(Collected data)
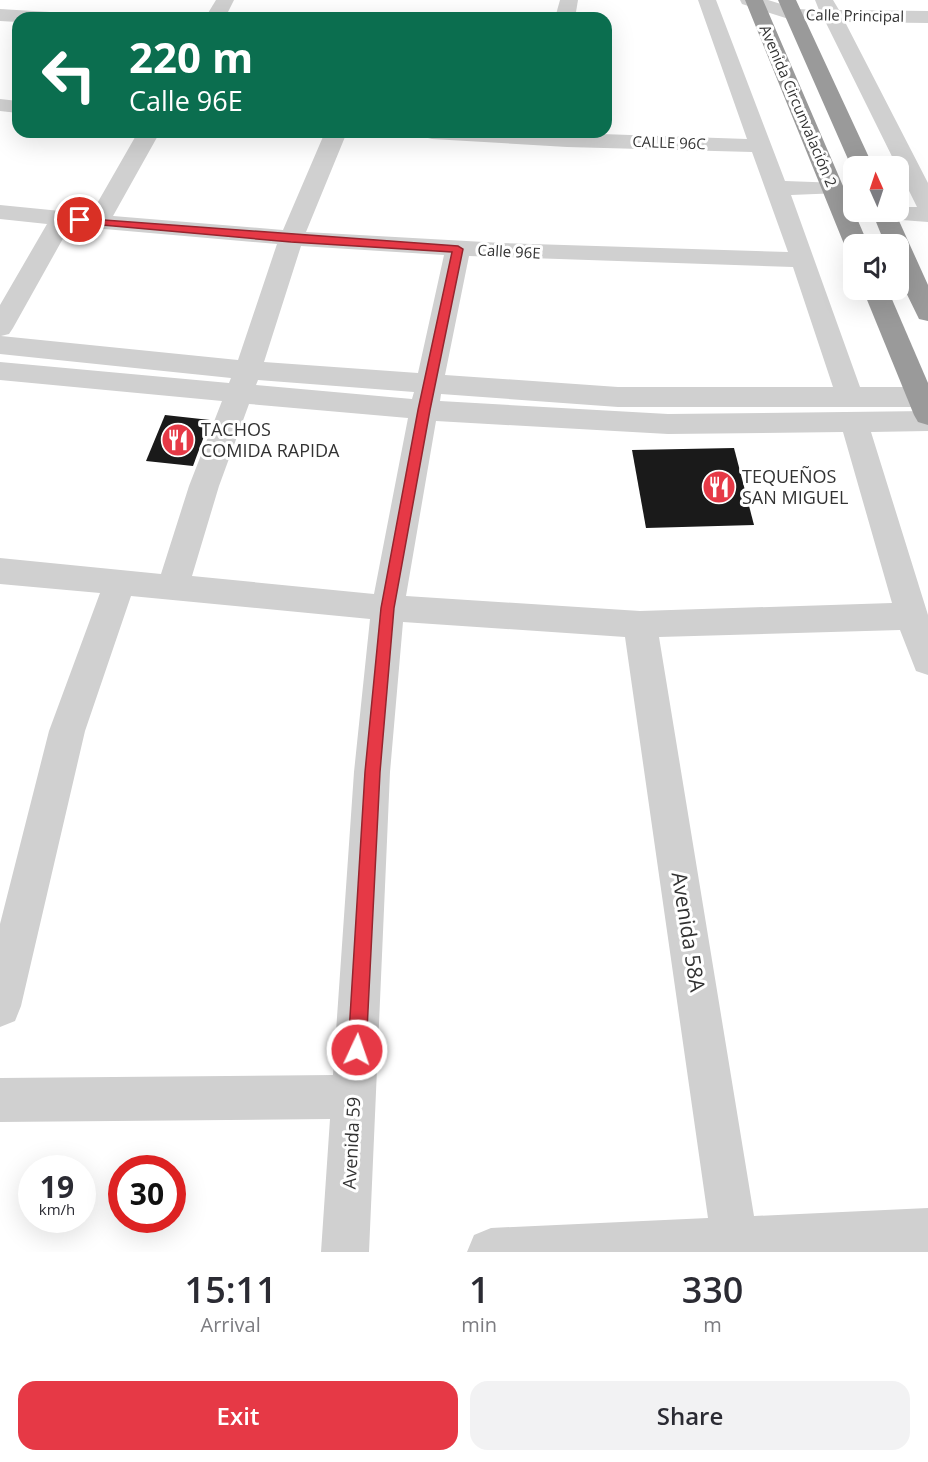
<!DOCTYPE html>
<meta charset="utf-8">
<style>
:root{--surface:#fff;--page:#f2f2f3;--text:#2b2b33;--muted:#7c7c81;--accent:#e63946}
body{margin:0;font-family:"Open Sans",sans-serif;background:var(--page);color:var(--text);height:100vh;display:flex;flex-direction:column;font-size:22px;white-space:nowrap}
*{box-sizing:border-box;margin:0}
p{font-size:20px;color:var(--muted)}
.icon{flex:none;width:33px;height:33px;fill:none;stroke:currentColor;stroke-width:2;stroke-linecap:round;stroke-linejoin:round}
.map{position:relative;height:1252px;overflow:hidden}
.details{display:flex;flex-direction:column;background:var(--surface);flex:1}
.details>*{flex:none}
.banner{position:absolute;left:12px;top:12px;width:600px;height:126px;border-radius:18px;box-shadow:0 6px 24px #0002;background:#0b6e4f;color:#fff;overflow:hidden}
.needle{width:39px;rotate:357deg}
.controls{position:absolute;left:843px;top:156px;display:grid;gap:12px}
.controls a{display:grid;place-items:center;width:66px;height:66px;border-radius:12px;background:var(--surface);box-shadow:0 6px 24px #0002;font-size:30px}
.speed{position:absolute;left:18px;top:1155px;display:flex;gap:12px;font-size:30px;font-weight:700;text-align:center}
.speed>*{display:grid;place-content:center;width:78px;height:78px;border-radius:50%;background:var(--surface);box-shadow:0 6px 24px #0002;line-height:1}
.speed small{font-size:15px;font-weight:400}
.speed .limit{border:9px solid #d22;background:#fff;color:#111}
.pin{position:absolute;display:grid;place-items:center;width:51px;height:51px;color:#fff;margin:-26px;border:3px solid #fff;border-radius:50%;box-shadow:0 2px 6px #0007}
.me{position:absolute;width:66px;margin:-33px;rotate:3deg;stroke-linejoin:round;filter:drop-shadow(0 0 4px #0008)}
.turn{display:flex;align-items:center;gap:21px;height:126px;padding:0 18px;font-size:27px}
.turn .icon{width:78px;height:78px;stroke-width:2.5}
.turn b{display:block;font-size:42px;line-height:51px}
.eta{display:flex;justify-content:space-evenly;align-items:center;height:102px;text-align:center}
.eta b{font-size:36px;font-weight:600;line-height:42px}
.action{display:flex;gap:12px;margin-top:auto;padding:12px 18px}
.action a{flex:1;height:69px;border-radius:18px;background:var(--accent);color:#fff;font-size:24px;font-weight:600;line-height:69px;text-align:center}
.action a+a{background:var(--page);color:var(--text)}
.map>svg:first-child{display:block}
.building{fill:#1a1a1a}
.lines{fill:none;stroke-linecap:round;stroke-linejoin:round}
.minor{fill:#d0d0d0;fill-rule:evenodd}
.highway{fill:#9a9a9a;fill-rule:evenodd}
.route{fill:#e63946;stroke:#96252e;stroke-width:1.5}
.labels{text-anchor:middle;stroke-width:6;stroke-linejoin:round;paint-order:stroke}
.far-street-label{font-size:15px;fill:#333;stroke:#fff}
.poi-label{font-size:18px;fill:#333;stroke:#fff;text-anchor:start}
.street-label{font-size:18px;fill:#333;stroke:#fff}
.near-street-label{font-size:21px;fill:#333;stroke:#fff}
</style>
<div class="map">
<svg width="928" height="1252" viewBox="0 0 928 1252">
<rect width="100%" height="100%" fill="#fff"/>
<!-- building -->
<g class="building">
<path d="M165,415L210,420L193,466L146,461Z"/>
<path d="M734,448L754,525L646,528L632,450Z"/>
</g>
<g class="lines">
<!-- minor -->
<g class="minor">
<path d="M216,0H234L225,18H205Z"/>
<path d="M560,0H578L575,18H555Z"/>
<path d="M698,0H716L785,181L840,183L844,188L840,193L791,195L860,387H928V407H618L441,394L440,401L668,414L928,411V431L871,432L928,615V675L916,671L900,630L659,637L754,1216L928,1208V1252H467L474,1235L491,1228L708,1218L625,637L403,622L390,772L369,1252H321L330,1119L0,1122V1078L333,1075L354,772L370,619L131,596L85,731L21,1006L15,1021L0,1027V924L49,731L100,593L0,584V558L161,574L189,486L222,401L0,380V362L229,383L231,378L0,354V305L47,224L0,219V205L91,214L138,132H160L113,216L283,230L325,132H347L306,232L502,243L788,252L752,152L567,147L432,139L424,137L421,132H543L747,139ZM70,226L277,244L238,360L1,336L9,334L13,328ZM301,246L444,255L418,373L264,362ZM469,256L793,267L833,387H618L445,375ZM258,380L414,392L412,399L256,385ZM249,404L408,418L374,594L192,576L219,486ZM436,421L668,434L843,432L892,603L640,611L406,596Z"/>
<path d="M740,0H768L797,9L819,10L815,0H833L839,10L928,11V23L845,22L928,183V222L875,218L871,213L898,212V207H917L825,21H795L742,4Z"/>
<path d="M0,9L50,12L57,14L60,18H18V22L0,21Z"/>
<path d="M0,99L18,101V113L0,111Z"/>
</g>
<!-- highway -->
<g class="highway">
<path d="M745,0H763L868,244H854V251L847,249L844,244Z"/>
<path d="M778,0H796L873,166H854V170L851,166Z"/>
<path d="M872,212H895L928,285V321L919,319L898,276V244H885Z"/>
<path d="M863,290H888L928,383V425L918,422L914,415Z"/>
</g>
</g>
<!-- route -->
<path class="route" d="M77,218L458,246L463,249L430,410L394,608L380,772L366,1050L363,1057L357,1059L350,1057L348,1050L365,772L381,608L418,410L452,252L291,242L80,223L75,220Z"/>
<!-- icons -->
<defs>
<g id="restaurant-disc" transform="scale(1.725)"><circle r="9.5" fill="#e63946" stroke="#fff"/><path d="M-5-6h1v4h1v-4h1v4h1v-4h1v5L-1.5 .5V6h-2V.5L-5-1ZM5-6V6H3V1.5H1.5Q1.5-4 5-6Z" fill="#fff"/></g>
</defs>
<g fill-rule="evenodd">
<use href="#restaurant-disc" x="178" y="440"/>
<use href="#restaurant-disc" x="719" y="487"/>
</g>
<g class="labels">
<!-- far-street labels -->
<g class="far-street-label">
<text transform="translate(855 16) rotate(1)" y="5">Calle Principal</text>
<text transform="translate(798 106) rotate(67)" y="5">Avenida Circunvalación 2</text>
<text transform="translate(669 143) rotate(2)" y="5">CALLE 96C</text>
<text transform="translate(509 252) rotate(3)" y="5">Calle 96E</text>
</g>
<!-- poi labels -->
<g class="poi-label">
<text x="201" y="436">TACHOS<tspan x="201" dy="21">COMIDA RAPIDA</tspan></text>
<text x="742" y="483">TEQUEÑOS<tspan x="742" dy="21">SAN MIGUEL</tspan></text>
</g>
<!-- street labels -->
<g class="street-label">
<text transform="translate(352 1143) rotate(-87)" y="6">Avenida 59</text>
</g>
<!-- near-street labels -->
<g class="near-street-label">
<text transform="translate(688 932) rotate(81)" y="7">Avenida 58A</text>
</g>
</g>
</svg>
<div class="controls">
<a><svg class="needle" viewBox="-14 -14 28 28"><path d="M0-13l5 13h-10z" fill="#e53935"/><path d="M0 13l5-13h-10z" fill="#7c7c81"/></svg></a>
<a><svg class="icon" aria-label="sound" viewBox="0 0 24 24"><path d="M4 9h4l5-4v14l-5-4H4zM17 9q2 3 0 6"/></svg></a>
</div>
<div class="speed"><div>19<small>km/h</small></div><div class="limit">30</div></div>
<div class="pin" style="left:80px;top:220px;background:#d93025"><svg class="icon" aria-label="arrive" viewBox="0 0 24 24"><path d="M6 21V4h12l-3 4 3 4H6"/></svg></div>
<svg class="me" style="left:357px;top:1050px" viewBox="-20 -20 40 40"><circle r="17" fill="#e63946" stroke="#fff" stroke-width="3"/><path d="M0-11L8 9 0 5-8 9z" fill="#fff"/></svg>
<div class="banner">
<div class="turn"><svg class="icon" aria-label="left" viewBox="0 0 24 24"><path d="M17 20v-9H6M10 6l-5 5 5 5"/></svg><div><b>220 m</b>Calle 96E</div></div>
</div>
</div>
<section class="details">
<div class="eta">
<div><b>15:11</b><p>Arrival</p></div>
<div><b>1</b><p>min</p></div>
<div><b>330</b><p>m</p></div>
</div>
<div class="action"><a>Exit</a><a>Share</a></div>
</section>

→ Goal of the exercise
Whenever the word "lines" appears in a line above, copy that line.

→ Completed task
.lines{fill:none;stroke-linecap:round;stroke-linejoin:round}
<g class="lines">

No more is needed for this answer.